Stored items
★ ★ ★

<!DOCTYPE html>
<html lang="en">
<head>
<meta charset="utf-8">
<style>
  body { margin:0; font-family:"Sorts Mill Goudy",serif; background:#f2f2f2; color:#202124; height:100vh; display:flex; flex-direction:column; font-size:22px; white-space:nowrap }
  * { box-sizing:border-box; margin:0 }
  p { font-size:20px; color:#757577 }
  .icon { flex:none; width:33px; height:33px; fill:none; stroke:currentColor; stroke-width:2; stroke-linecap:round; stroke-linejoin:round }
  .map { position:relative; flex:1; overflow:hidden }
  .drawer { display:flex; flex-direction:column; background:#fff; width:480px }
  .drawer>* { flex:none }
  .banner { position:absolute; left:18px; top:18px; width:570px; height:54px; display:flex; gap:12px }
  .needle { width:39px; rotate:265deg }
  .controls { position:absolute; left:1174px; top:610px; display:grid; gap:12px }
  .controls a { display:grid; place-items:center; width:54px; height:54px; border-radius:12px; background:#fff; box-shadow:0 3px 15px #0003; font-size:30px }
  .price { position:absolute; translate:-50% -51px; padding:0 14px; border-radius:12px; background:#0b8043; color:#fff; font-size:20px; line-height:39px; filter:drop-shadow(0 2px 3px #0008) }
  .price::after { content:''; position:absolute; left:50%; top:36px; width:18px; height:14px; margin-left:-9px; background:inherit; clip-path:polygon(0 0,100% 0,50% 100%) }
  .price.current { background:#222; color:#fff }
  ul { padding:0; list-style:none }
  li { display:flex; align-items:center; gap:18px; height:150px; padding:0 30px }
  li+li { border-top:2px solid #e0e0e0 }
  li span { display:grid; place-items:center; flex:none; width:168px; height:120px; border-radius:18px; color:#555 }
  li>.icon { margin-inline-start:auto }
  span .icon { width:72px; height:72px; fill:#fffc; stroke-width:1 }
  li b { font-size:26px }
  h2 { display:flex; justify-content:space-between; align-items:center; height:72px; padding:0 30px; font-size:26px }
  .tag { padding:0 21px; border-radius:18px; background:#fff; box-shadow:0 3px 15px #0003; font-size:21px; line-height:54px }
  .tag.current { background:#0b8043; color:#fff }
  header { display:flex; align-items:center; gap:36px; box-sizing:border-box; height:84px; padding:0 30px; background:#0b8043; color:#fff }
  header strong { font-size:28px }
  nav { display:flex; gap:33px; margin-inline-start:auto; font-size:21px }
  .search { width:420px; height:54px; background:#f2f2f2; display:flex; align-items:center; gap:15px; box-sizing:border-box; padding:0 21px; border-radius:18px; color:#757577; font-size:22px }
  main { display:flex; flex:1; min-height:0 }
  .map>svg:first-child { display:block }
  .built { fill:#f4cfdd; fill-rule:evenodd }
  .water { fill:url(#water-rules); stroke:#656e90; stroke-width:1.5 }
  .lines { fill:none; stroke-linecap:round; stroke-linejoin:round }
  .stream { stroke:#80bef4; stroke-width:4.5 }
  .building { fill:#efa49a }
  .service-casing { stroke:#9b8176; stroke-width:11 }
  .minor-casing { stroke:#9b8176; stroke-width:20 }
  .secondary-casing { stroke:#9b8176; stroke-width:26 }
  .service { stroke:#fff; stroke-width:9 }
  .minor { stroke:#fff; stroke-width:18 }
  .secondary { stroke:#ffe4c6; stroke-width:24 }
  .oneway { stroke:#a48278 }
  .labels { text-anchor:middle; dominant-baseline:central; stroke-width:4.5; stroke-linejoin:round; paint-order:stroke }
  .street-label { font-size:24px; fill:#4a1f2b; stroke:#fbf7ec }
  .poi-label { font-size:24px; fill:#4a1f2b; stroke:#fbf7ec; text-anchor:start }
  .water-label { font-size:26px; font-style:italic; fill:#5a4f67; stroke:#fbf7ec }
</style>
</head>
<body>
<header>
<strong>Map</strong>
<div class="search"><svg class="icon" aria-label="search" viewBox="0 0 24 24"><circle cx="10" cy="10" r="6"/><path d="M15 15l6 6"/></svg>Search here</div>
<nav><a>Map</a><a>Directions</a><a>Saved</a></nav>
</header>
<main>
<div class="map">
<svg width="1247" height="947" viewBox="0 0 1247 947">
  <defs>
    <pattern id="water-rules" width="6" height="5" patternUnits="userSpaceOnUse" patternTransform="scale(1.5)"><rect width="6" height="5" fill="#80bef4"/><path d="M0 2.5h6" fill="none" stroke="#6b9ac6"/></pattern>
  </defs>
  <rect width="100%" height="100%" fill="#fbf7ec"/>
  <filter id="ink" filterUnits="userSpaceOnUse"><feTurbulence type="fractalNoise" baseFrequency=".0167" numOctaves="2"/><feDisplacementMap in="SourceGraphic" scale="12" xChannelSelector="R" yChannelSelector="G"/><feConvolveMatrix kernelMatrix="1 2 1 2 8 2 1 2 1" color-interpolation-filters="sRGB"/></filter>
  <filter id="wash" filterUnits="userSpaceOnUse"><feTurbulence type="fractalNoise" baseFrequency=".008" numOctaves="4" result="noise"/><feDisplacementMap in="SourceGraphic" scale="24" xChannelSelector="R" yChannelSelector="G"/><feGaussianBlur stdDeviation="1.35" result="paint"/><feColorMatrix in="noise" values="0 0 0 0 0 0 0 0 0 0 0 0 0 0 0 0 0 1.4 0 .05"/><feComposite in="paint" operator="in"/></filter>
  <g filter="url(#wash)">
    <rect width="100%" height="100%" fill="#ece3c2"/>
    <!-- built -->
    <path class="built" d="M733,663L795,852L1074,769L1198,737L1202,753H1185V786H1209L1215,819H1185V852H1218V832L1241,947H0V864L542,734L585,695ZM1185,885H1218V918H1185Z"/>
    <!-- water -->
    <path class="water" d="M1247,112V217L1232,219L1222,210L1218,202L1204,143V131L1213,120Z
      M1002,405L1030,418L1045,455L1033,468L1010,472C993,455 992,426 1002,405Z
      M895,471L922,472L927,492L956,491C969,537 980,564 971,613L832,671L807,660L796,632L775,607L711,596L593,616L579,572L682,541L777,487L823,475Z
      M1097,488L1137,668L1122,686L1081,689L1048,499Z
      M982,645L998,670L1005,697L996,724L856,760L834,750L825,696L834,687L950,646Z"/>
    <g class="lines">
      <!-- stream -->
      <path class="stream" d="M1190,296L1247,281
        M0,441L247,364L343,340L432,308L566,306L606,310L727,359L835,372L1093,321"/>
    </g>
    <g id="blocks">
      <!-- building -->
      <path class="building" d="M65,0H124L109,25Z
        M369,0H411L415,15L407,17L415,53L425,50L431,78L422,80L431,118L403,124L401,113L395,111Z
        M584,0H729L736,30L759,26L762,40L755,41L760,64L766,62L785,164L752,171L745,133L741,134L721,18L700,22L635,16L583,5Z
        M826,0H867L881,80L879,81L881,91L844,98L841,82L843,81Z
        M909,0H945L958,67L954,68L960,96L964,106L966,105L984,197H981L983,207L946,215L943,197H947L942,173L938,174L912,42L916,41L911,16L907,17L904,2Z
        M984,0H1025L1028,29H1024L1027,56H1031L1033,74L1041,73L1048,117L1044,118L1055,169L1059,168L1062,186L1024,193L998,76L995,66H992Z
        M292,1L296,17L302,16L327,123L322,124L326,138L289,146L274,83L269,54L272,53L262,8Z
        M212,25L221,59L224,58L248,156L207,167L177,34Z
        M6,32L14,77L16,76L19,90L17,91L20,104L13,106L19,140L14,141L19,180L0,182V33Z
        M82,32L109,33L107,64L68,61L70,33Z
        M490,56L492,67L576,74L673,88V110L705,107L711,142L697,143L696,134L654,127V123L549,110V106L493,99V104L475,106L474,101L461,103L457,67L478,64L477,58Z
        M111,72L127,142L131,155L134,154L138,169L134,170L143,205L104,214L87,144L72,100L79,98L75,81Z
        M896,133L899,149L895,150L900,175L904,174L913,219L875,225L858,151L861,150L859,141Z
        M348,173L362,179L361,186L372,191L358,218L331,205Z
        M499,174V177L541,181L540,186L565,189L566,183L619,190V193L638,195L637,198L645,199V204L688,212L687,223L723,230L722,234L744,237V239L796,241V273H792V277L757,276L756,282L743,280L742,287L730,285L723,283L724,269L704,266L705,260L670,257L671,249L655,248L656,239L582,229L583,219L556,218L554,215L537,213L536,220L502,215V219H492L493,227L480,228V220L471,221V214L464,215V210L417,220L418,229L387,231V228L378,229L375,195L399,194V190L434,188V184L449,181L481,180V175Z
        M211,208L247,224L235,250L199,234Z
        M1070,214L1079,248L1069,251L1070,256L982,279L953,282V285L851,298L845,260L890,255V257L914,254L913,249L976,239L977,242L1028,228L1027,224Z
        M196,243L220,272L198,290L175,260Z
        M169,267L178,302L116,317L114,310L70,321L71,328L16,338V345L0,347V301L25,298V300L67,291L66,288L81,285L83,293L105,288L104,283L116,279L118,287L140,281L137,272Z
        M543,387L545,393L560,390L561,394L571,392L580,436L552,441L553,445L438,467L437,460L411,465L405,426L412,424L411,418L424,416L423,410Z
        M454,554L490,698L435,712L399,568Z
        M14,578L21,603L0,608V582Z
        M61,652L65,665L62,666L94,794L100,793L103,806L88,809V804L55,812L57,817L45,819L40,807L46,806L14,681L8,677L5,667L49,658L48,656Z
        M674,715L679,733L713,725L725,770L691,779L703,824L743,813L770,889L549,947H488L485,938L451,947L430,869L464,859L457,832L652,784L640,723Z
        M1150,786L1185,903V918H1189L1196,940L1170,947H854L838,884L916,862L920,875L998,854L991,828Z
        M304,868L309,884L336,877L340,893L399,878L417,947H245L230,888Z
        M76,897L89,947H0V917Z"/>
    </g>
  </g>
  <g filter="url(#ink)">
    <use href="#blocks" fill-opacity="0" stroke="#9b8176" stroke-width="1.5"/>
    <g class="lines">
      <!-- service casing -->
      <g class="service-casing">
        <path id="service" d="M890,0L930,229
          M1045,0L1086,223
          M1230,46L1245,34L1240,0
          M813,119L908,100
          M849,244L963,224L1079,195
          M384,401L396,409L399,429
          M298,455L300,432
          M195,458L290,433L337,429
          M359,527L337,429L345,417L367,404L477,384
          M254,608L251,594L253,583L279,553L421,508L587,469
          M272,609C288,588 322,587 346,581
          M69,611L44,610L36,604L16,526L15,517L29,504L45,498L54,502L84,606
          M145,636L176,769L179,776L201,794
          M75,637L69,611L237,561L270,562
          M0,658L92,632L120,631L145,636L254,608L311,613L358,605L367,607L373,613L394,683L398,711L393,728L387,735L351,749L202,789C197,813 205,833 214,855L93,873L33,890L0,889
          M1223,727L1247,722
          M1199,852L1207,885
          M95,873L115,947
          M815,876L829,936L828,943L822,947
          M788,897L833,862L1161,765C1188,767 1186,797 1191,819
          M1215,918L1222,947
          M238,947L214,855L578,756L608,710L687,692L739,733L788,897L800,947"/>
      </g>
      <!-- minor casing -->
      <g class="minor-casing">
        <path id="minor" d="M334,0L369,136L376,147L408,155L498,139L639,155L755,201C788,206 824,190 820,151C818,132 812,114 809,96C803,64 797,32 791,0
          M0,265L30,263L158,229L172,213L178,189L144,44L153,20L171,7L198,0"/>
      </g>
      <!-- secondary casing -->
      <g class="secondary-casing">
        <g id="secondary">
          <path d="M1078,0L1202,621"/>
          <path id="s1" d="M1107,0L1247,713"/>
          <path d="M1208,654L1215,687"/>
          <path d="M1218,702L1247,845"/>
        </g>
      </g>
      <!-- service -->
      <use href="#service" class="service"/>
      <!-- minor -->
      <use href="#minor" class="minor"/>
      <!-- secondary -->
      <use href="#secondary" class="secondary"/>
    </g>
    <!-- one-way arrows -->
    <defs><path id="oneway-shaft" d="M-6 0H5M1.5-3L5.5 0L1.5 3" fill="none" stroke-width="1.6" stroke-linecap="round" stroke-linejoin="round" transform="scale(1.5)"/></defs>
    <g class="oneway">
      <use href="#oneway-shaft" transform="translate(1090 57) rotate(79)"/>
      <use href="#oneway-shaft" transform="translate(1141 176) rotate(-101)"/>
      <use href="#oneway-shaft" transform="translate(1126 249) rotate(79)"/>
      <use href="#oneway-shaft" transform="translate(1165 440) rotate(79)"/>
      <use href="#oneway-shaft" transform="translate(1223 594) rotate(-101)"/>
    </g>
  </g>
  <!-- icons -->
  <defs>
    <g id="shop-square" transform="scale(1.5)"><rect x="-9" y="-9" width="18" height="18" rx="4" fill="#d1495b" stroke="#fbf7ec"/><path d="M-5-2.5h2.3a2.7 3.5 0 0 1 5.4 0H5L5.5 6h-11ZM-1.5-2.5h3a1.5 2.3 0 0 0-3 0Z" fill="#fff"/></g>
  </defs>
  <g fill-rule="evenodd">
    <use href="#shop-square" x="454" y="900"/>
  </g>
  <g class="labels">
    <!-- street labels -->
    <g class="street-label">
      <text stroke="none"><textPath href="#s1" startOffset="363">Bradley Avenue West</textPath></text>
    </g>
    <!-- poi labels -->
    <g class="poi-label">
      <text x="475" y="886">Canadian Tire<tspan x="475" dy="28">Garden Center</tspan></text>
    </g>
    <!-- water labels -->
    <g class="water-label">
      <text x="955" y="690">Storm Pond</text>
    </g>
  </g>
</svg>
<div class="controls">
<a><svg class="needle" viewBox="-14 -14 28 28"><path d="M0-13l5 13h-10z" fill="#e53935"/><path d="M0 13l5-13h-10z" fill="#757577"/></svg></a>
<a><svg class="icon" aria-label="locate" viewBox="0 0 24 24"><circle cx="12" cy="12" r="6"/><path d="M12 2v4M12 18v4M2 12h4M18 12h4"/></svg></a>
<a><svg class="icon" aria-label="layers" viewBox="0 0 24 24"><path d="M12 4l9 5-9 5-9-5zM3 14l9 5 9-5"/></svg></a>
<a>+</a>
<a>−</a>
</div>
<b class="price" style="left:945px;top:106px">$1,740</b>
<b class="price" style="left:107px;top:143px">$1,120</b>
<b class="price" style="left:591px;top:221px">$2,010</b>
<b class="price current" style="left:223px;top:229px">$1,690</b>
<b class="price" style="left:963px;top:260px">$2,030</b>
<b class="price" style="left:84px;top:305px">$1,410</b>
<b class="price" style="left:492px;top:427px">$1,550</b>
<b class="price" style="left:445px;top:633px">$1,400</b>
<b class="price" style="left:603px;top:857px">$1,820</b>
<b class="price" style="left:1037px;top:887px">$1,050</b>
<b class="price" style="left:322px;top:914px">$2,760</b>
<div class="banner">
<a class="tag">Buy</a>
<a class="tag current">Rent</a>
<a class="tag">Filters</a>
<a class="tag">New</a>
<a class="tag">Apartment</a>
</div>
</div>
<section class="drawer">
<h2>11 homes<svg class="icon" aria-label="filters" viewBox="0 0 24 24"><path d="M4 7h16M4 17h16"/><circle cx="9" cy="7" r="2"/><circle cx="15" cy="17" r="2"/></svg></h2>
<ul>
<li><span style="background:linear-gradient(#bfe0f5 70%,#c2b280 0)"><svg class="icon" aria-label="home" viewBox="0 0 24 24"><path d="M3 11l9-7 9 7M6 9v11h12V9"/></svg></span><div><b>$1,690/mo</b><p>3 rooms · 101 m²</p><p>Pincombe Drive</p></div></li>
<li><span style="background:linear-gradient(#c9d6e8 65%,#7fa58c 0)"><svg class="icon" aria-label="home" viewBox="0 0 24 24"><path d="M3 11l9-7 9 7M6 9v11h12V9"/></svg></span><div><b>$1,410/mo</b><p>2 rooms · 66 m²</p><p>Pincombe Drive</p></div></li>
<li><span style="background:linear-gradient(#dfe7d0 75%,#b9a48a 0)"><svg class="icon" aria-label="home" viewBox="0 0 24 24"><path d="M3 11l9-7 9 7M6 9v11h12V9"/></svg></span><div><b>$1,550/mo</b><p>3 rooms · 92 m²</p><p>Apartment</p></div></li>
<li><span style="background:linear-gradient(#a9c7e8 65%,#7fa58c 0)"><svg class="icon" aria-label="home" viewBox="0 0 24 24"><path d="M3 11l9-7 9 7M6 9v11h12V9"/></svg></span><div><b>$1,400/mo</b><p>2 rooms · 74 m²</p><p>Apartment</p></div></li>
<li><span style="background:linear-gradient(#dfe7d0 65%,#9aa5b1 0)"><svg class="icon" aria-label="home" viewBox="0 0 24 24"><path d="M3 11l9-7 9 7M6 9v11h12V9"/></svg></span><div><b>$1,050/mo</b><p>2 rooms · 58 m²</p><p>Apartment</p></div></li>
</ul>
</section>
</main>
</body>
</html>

★ ★ ★

**ASSIGNED TASK**
Beginning at the first line above, repeat exactly until the line containing "position:absolute; left:1174px; top:610px;", which is included.

**ANSWER FOR THE TASK**
<!DOCTYPE html>
<html lang="en">
<head>
<meta charset="utf-8">
<style>
  body { margin:0; font-family:"Sorts Mill Goudy",serif; background:#f2f2f2; color:#202124; height:100vh; display:flex; flex-direction:column; font-size:22px; white-space:nowrap }
  * { box-sizing:border-box; margin:0 }
  p { font-size:20px; color:#757577 }
  .icon { flex:none; width:33px; height:33px; fill:none; stroke:currentColor; stroke-width:2; stroke-linecap:round; stroke-linejoin:round }
  .map { position:relative; flex:1; overflow:hidden }
  .drawer { display:flex; flex-direction:column; background:#fff; width:480px }
  .drawer>* { flex:none }
  .banner { position:absolute; left:18px; top:18px; width:570px; height:54px; display:flex; gap:12px }
  .needle { width:39px; rotate:265deg }
  .controls { position:absolute; left:1174px; top:610px; display:grid; gap:12px }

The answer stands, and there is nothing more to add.